La ecuación de Drake (un experimento mental para estimar el número de civilizaciones extraterrestres) se basa en cantidades que desconocemos: cuántos planetas tienen vida, con inteligencia, con tecnología. El autor analiza cómo los prejuicios científicos habituales han dirigido la búsqueda de biofirmas y tecnofirmas por un camino estrecho. Pero si miramos a través de la lente de la ciencia de los pueblos indígenas, el panorama cambia radicalmente. Así como la astronomía occidental ignoró durante mucho tiempo los calendarios orales, podríamos estar pasando por alto otras formas de vida simplemente por nuestra forma de pensar.
La ecuación de Drake es un intento de adivinar el número de civilizaciones inteligentes en nuestra Galaxia. Es como contar los pasteles terminados en una panadería sin nombre: conocemos los hornos-estrellas, las bandejas-planetas y el tiempo de cocción. Pero, ¿se añadieron huevos a la masa? La ciencia occidental, basada en una única receta terrestre, los considera un ingrediente escaso. El conocimiento indígena da vuelta el panorama: los huevos son la base de cualquier masa cósmica, la vida no es excepción, sino regla.

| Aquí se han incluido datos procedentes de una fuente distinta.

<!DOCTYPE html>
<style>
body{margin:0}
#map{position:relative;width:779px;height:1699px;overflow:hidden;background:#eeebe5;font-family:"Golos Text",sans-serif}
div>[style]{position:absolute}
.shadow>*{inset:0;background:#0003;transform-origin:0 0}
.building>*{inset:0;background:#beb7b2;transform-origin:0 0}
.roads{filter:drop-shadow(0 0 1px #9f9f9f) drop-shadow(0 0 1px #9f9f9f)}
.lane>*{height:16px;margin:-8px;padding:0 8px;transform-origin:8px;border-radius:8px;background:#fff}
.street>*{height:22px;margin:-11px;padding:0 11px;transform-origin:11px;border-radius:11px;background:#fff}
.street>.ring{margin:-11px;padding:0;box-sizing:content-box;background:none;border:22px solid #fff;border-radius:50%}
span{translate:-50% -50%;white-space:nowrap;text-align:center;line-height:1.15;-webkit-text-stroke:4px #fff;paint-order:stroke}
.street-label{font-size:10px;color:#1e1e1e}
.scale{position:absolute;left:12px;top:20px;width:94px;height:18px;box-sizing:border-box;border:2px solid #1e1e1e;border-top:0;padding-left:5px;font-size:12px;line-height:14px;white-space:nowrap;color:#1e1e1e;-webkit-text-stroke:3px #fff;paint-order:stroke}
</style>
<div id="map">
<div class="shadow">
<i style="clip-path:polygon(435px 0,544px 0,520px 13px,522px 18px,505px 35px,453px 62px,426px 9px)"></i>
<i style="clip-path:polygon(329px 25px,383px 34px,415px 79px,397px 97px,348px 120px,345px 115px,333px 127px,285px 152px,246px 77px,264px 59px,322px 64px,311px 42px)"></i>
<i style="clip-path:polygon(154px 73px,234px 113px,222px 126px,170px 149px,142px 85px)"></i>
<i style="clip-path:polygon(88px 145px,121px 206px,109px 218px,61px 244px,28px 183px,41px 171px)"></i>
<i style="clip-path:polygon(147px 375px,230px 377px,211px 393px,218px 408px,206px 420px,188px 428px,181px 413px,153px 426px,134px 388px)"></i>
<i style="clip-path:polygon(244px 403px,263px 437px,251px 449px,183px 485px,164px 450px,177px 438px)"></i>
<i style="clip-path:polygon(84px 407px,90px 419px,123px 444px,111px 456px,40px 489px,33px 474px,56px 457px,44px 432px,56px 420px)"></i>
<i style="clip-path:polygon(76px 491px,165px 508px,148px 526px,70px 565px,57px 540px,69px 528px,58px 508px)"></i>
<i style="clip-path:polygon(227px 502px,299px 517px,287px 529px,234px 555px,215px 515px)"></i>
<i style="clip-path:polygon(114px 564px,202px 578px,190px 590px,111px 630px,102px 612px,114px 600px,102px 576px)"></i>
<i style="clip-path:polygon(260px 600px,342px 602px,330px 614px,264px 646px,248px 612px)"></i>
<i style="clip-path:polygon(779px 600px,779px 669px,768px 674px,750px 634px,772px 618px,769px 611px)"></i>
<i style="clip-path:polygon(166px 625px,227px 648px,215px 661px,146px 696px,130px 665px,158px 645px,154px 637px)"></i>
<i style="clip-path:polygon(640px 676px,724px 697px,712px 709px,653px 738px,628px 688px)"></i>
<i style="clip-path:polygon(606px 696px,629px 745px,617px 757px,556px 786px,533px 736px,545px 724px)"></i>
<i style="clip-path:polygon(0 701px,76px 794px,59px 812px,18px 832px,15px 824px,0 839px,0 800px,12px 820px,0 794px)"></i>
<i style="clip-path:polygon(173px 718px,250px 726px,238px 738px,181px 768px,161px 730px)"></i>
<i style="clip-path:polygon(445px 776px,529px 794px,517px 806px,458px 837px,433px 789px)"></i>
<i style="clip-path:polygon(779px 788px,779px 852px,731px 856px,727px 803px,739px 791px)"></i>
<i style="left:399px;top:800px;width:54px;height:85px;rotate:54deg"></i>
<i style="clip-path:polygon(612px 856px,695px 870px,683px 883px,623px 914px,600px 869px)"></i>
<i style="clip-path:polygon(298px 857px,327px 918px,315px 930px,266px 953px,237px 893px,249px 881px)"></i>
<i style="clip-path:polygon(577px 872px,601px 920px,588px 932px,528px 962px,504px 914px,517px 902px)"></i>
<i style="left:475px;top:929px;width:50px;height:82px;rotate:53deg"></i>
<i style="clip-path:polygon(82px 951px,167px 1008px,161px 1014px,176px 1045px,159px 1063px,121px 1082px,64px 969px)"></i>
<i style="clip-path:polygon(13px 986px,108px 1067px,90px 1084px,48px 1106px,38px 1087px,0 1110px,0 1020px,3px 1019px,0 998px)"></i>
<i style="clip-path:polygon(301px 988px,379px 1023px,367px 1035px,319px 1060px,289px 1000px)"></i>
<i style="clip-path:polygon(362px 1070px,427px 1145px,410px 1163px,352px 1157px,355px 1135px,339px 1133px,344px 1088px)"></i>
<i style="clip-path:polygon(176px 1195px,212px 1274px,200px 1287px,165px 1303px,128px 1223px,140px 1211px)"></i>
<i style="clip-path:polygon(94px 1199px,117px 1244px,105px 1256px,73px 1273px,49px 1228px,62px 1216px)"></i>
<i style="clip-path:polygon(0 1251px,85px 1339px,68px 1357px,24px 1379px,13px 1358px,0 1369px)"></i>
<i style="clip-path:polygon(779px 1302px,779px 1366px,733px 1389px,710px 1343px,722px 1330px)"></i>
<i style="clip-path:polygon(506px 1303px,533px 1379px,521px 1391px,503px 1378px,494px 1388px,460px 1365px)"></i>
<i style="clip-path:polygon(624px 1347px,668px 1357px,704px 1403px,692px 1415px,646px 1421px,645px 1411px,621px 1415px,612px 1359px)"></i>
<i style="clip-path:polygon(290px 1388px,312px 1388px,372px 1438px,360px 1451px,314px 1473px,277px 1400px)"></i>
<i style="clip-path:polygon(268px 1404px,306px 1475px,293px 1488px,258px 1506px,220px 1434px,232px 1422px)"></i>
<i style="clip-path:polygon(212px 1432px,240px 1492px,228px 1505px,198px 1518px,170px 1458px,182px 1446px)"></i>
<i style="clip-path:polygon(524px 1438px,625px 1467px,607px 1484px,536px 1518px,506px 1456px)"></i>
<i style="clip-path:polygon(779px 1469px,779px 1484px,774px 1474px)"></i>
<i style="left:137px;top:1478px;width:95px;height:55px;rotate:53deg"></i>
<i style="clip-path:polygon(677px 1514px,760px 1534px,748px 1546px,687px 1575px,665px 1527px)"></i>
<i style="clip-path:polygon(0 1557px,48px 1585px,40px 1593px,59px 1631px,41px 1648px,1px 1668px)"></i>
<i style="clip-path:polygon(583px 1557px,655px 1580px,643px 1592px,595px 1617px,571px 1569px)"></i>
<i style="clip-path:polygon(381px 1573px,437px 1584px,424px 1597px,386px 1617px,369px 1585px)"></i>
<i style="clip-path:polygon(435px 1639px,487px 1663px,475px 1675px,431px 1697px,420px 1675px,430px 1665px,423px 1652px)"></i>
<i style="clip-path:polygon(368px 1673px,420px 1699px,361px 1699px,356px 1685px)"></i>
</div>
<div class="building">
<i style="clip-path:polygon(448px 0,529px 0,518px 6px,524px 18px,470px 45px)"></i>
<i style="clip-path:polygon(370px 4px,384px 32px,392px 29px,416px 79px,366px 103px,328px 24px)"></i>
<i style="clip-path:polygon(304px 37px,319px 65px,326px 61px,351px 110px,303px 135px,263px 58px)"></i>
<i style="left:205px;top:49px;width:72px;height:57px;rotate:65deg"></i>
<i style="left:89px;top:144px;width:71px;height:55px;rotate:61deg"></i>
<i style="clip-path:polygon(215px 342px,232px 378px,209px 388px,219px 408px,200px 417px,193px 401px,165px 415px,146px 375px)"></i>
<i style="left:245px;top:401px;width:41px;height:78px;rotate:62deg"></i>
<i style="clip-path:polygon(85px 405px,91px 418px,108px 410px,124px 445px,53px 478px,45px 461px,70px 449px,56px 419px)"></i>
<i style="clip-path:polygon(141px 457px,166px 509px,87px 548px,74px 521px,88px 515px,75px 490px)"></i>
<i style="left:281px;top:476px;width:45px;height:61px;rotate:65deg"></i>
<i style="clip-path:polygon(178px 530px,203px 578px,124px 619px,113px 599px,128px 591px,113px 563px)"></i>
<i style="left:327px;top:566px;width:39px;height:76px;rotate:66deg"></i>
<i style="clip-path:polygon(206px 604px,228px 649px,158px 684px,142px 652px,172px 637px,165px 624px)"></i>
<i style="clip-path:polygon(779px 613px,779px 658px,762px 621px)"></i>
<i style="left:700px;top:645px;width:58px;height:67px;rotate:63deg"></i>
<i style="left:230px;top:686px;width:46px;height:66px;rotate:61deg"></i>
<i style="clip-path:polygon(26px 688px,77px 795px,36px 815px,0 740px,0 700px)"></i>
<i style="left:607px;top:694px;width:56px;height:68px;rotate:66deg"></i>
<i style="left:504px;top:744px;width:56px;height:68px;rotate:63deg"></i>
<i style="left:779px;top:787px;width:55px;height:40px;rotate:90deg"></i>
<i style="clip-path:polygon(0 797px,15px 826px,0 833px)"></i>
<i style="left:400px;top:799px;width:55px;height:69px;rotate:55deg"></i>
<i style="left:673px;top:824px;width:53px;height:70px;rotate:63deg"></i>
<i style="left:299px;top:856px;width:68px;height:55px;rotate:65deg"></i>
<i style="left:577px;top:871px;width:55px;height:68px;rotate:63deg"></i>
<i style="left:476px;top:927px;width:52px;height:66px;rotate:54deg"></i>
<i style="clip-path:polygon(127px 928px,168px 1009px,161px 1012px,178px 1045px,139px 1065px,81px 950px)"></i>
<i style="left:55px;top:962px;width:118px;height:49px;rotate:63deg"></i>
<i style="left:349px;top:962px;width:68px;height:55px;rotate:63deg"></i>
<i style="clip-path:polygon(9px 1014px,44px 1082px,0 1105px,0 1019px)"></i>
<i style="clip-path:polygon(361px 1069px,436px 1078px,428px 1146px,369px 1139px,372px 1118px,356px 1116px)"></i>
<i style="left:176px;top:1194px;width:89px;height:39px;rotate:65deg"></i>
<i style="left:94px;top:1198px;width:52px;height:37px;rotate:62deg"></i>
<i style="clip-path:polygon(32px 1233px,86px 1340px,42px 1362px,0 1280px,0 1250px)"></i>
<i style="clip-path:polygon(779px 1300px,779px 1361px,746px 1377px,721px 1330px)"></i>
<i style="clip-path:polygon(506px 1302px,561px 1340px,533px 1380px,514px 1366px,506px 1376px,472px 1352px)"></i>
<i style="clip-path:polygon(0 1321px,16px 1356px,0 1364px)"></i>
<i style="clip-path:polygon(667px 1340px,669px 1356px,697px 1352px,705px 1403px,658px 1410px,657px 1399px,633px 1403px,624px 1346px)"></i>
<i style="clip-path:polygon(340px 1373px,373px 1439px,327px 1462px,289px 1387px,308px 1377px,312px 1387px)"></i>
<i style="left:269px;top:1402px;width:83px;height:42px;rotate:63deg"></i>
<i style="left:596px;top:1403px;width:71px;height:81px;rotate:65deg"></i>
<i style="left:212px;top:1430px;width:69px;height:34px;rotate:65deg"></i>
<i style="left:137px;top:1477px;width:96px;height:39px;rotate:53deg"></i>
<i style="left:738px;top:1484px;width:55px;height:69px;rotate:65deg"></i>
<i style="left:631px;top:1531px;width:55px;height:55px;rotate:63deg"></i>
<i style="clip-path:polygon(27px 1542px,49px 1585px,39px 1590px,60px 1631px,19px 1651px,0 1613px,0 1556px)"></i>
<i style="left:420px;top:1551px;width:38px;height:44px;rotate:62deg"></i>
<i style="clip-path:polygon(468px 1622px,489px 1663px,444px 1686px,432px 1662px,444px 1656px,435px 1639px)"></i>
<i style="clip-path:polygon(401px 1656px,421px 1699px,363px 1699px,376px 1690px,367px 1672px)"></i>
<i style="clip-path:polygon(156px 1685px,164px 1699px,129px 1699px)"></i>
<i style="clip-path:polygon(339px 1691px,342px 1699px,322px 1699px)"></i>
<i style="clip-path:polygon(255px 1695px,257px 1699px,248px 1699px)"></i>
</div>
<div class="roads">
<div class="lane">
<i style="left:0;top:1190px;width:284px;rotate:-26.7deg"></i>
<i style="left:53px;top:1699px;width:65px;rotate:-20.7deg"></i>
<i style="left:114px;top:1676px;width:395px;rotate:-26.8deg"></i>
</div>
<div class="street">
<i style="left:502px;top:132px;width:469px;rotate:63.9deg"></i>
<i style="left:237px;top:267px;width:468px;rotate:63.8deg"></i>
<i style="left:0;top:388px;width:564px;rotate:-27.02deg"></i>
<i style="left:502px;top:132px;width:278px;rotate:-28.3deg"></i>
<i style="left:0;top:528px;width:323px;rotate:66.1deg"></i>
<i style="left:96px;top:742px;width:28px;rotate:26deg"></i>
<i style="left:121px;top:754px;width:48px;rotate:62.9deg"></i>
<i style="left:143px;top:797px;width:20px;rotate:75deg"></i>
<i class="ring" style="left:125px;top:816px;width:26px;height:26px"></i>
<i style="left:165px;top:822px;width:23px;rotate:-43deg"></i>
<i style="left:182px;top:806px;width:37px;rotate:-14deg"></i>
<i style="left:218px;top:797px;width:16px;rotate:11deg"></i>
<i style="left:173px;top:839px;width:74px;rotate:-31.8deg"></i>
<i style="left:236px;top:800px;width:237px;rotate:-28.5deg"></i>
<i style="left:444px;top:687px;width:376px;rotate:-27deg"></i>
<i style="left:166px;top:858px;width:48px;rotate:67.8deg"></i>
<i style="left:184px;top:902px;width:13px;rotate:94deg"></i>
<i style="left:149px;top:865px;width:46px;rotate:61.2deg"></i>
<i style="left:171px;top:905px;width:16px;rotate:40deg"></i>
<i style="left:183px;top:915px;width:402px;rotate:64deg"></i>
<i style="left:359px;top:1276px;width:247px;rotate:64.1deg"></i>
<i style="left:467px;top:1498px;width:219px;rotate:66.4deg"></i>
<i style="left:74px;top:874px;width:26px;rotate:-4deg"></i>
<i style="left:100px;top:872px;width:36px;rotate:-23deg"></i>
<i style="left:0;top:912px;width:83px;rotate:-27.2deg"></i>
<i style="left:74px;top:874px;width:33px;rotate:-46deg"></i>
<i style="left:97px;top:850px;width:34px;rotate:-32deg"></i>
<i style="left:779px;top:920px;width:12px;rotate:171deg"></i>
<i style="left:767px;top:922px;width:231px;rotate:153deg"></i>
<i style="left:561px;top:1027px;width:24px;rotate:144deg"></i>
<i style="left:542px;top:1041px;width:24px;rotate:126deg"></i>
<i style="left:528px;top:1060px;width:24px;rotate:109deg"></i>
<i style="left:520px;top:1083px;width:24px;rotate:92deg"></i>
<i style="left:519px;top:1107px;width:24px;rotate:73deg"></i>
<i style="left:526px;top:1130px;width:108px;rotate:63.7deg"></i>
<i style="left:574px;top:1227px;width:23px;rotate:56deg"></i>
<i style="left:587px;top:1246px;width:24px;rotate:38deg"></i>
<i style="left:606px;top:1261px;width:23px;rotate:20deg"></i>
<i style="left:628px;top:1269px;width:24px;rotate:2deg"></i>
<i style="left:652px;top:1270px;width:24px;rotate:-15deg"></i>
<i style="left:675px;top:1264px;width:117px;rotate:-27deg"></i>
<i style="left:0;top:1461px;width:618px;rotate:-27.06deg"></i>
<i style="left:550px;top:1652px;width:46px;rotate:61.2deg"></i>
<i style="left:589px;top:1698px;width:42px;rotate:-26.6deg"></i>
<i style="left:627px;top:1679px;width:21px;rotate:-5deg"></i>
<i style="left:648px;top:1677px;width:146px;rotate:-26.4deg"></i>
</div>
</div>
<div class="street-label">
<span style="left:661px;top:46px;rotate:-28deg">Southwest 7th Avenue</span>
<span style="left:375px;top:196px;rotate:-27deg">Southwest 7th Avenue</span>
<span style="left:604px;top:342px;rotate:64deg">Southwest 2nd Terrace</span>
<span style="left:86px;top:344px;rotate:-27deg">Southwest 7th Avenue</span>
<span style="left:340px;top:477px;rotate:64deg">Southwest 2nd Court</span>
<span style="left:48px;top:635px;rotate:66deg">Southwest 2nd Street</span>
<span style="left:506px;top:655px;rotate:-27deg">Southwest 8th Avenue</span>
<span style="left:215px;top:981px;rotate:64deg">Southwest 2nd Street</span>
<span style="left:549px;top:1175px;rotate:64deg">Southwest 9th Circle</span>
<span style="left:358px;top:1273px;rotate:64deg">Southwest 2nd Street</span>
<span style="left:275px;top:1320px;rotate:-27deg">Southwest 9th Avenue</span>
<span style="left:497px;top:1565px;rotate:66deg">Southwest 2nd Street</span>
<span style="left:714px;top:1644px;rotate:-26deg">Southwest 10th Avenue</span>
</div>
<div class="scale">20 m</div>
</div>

Las civilizaciones en ese universo no son brotes repentinos, sino pan de masa madre que vive milenios. La ecuación arroja números asombrosos, y la búsqueda de inteligencia pasa de escuchar ruidos de radio a compartir un banquete. La ironía es que el propio Drake consideró después los parámetros de vida e inteligencia como el escollo principal: justo los factores que las culturas tradicionales nunca habrían tomado como cero.
🎯 Frank Drake creó la ecuación para una conferencia de 1961, con la esperanza de ordenar ideas, no de obtener una cifra. Hoy es menos una calculadora y más un espejo de nuestras suposiciones.
🎬 Las tramas de películas de ciencia ficción como 'Contact' se basan en los supuestos de la ecuación de Drake. ¿Y si quien la resolviera no fuera un astrónomo, sino un portador de conocimientos tradicionales?